TASK
Pull every line of the entries that has the word "bottom".

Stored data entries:
========
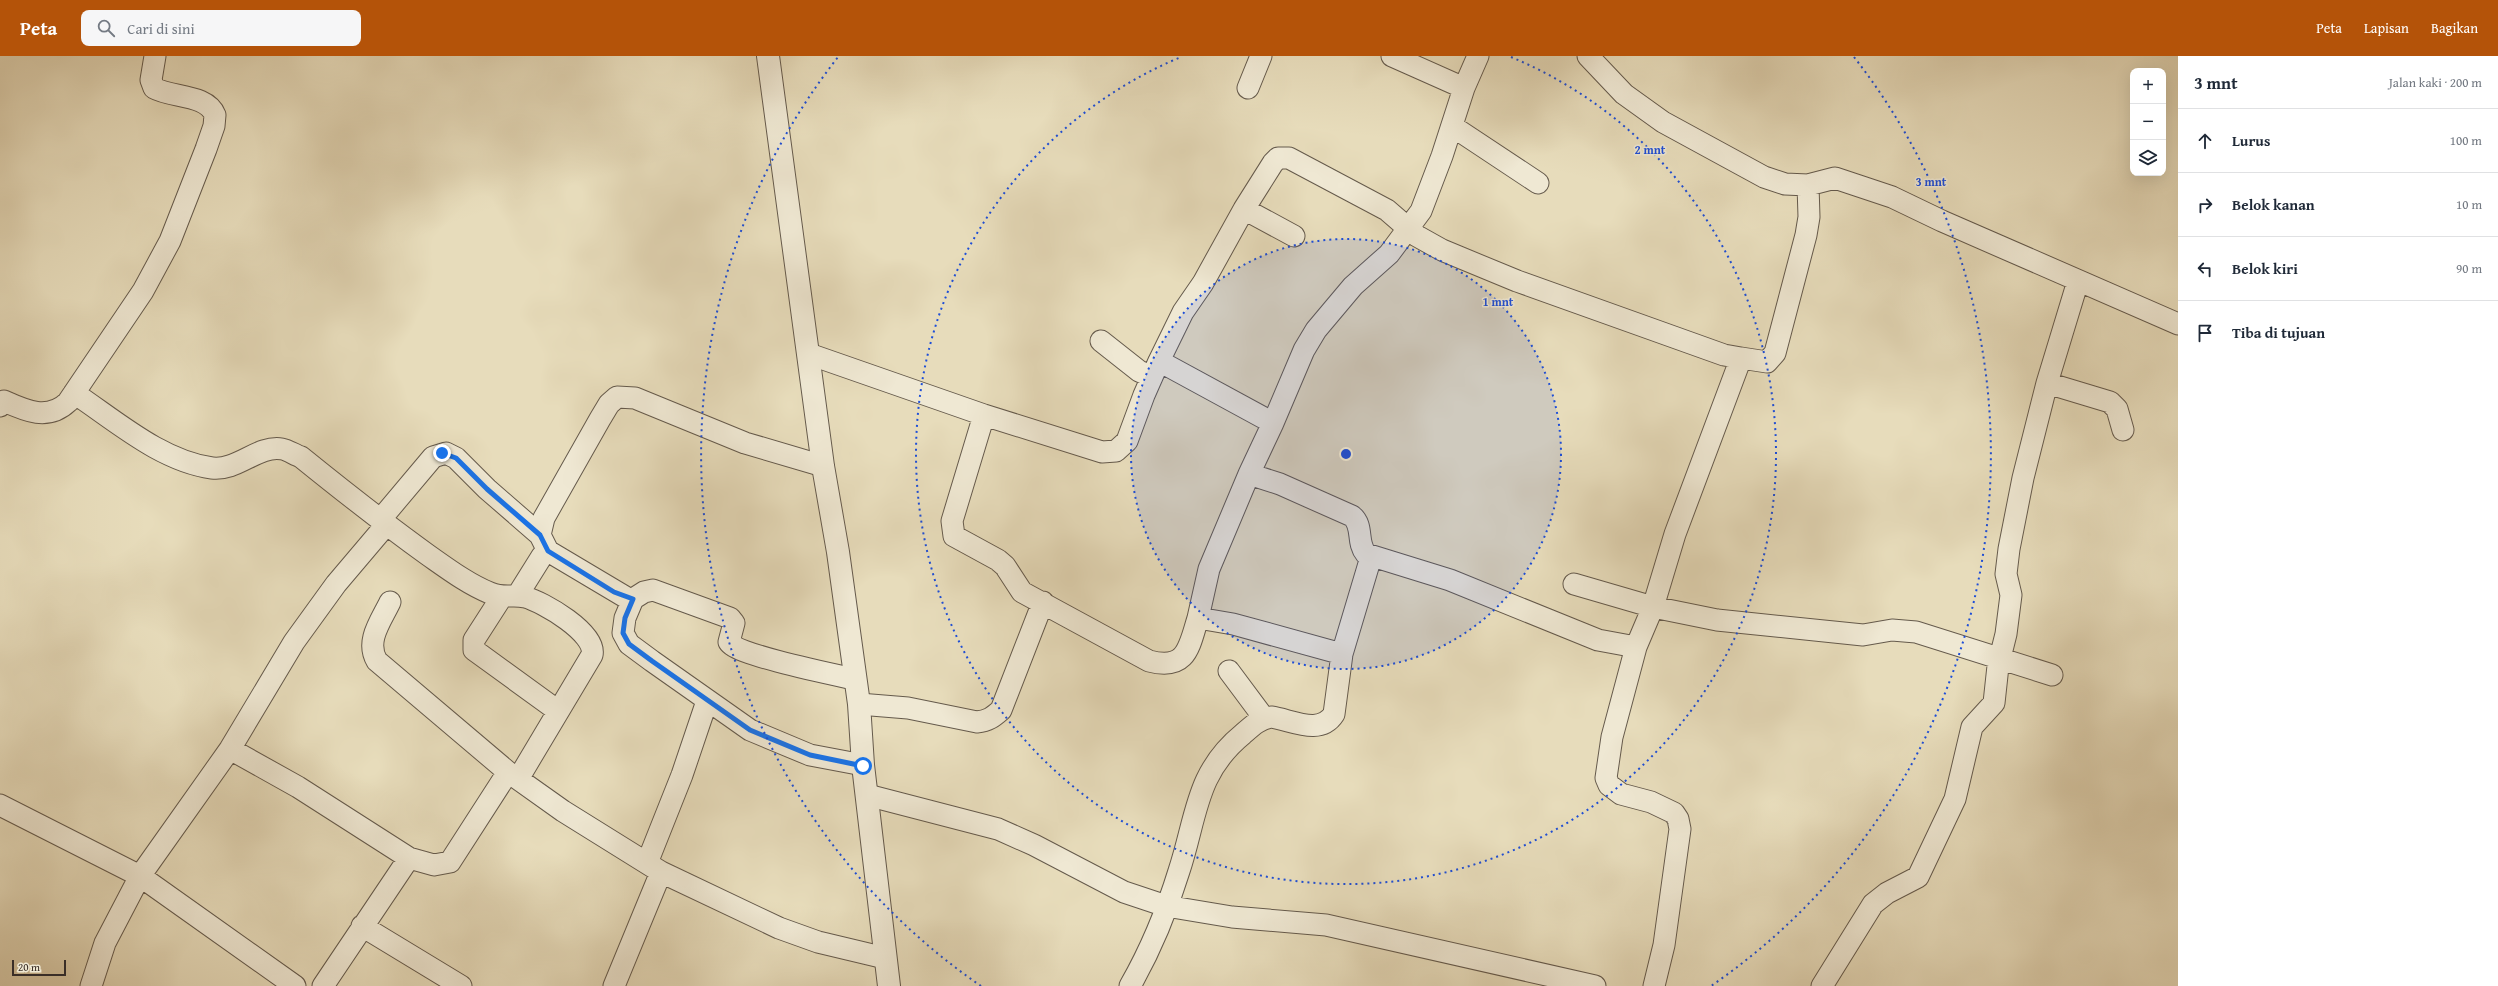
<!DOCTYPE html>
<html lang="id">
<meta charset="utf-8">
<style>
:root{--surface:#fff;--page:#f6f6f7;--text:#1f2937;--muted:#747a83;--line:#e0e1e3;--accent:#b45309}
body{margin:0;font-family:"Gentium Book Plus",serif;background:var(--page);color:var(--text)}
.controls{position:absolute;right:12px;top:12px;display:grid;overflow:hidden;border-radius:8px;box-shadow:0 4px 16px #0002}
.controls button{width:36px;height:36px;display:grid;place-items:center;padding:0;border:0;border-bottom:1px solid var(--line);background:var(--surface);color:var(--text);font:20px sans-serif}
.scale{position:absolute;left:12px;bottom:10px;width:54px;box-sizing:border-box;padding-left:4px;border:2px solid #3a2e27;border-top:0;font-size:11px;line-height:14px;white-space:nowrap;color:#3a2e27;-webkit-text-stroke:3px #efe8d3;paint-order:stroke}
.stop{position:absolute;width:12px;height:12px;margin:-9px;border:3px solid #1a73e8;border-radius:50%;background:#fff}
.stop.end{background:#1a73e8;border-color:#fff;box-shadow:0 1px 4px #0008}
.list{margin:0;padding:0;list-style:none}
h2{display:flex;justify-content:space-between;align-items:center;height:52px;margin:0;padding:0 16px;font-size:17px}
h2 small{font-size:13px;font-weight:400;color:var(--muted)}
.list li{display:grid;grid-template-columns:26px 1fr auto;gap:12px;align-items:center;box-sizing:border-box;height:64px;padding:0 16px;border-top:1px solid var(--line)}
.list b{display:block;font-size:15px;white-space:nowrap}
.list em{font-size:13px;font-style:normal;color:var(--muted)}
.icon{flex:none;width:22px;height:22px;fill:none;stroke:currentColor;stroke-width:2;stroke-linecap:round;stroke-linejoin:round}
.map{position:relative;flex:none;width:2178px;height:930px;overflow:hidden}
header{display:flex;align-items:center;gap:24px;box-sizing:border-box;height:56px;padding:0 20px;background:var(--accent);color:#fff}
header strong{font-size:19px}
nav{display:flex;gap:22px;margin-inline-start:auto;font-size:14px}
.search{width:280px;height:36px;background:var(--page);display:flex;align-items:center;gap:10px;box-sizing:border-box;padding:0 14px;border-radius:8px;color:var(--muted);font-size:15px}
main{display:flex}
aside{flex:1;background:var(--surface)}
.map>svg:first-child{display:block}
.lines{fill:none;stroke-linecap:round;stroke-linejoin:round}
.minor-casing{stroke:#655a4c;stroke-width:23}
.tertiary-casing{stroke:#655a4c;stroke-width:24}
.minor{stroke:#efe8d3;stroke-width:21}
.tertiary{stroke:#efe8d3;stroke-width:22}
.route{stroke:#1a73e8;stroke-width:5}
.ring{fill:none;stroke:#1d4ed8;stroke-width:2;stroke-dasharray:2 4}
.centre{fill:#1d4ed8;stroke:#efe8d3;stroke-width:2}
.ring-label{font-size:12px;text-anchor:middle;font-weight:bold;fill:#1d4ed8;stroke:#efe8d3;stroke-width:3;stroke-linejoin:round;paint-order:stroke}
</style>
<header>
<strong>Peta</strong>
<div class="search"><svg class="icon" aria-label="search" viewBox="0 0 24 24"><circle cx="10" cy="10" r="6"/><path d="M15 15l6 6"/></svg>Cari di sini</div>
<nav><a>Peta</a><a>Lapisan</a><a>Bagikan</a></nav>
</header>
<main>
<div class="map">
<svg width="2178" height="930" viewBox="0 0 2178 930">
<rect width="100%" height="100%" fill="#e7dcbb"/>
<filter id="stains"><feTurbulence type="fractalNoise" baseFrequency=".005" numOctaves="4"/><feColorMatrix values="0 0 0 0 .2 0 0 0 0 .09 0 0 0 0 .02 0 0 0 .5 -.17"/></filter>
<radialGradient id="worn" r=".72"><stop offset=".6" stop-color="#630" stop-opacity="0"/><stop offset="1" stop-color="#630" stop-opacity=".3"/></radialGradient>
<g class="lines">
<defs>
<path id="minor" d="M1392 0 1464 32 1478 0
M1588 0 1624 38 1663 66 1764 121 1785 128 1808 129 1835 122 1892 141 1942 165 2178 268
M1248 32 1261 0
M1452 70 1538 127
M1244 153 1273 107 1278 102H1289L1387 154 1417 180 1442 194 1517 225 1724 299 1741 302
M1101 285 1139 315 1152 321
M809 298 984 359 1102 396 1116 395 1127 385 1144 339 1159 305 1273 367 1249 418 1280 428 1352 460C1364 470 1356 486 1366 498L1450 524 1598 584 1636 591
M1159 305 1183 256 1203 227 1244 153 1294 180
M2047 327 2110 346 2117 353 2123 374
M74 337C116 365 161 405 212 412 238 415 257 389 282 393 288 394 295 399 301 401 343 435 385 468 428 499 448 513 468 528 490 537 504 543 512 538 525 541 543 546 597 577 592 599L518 723
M0 350 4 345C26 355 48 365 68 346L143 235 170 185 206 93 214 70 215 59C207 38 172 42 154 32L151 24 155 0
M984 359 952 465 954 480 998 504 1005 510 1022 536 1149 605C1187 615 1189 591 1198 562L1233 568 1342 598 1371 501
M1273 367 1304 294 1316 274 1353 230 1389 198 1421 155 1442 100 1464 32
M380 464 433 401 446 397 456 402 487 433 540 479
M548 495 540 479 544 462 600 363 609 348 617 341 635 342 745 387 823 410
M1574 528 1653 551 1717 564 1863 579 1892 574 1916 576 2052 619
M517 540 542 500 548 495 627 542 633 543 644 536 653 534 730 562 734 567 729 586C733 598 836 619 854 623
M501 542 474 584V594L558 655
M633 543 625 562 623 577 629 588 652 605 750 674 810 699 863 709
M390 546C381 565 365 585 377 605L508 716 563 755 661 816 779 872 818 886 885 902
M1198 562 1209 513 1249 418
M1229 615 1264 662
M859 648 908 652 977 666C988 665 993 661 1001 654L1043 546
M230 693 298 731 409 802
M867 739 998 773 1034 789 1124 836 1166 850 1232 861 1326 869 1595 930
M0 749 140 820 295 930
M647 807 682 719 707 645
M362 870 461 930
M91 930 105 887 140 820 230 693 294 586 336 528 386 469
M323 930 409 802 434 809 450 806 508 716
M614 930 661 816
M1130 930C1150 895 1167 854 1179 815 1197 761 1195 717 1243 678 1252 670 1259 663 1271 661 1292 664 1320 680 1334 658L1342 598
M1654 930 1664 889 1680 773 1678 763 1674 757 1651 746 1621 738 1609 729 1606 722 1612 681 1636 591 1653 551 1675 478 1741 302 1767 306 1775 297 1806 179 1809 161 1808 129
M1822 930 1873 848 1887 837 1918 821 1955 743 1972 671 1994 647 1998 610 2006 578 2011 539 2006 518 2009 493 2023 422 2047 327 2078 225"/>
<path id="tertiary" d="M768 0 823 410 838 496 859 648 863 709 889 930"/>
</defs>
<!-- minor casing -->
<use href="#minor" class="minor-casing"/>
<!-- tertiary casing -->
<use href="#tertiary" class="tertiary-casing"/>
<!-- minor -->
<use href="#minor" class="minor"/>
<!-- tertiary -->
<use href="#tertiary" class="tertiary"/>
</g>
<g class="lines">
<!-- route -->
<path class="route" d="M442 397 456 402 487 433 540 479 548 495 614 536 633 543 625 562 623 577 629 588 652 605 750 674 810 699 863 710"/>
</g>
<!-- distance rings -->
<circle cx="1346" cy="398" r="215" fill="#1d4ed8" fill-opacity=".12"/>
<g class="ring">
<circle cx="1346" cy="398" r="215"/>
<path d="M1511 1A430 430 0 1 1 1181 1"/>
<path d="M981 930A645 645 0 0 1 838 1M1854 1A645 645 0 0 1 1711 930"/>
</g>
<circle cx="1346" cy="398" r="6" class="centre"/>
<g class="ring-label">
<text x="1650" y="98">2 mnt</text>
<text x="1931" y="130">3 mnt</text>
<text x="1498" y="250">1 mnt</text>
</g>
<rect width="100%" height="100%" filter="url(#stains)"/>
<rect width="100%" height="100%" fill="url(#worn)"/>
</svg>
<div class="controls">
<button>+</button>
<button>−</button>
<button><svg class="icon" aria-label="layers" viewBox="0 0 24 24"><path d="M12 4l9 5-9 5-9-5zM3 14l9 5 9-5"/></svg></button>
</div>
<div class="scale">20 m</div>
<div class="stop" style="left:863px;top:710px"></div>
<div class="stop end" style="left:442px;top:397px"></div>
</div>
<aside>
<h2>3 mnt<small>Jalan kaki · 200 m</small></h2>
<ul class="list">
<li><svg class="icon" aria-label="ahead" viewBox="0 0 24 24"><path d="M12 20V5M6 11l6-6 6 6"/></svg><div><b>Lurus</b></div><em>100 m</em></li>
<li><svg class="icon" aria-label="right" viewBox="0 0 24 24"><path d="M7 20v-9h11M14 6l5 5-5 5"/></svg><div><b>Belok kanan</b></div><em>10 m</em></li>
<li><svg class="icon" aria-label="left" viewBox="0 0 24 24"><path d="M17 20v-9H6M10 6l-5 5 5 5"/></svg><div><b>Belok kiri</b></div><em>90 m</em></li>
<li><svg class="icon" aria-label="arrive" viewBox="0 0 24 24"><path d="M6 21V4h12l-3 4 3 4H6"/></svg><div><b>Tiba di tujuan</b></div></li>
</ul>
</aside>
</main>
========
SOLUTION TO THE PROBLEM
.controls button{width:36px;height:36px;display:grid;place-items:center;padding:0;border:0;border-bottom:1px solid var(--line);background:var(--surface);color:var(--text);font:20px sans-serif}
.scale{position:absolute;left:12px;bottom:10px;width:54px;box-sizing:border-box;padding-left:4px;border:2px solid #3a2e27;border-top:0;font-size:11px;line-height:14px;white-space:nowrap;color:#3a2e27;-webkit-text-stroke:3px #efe8d3;paint-order:stroke}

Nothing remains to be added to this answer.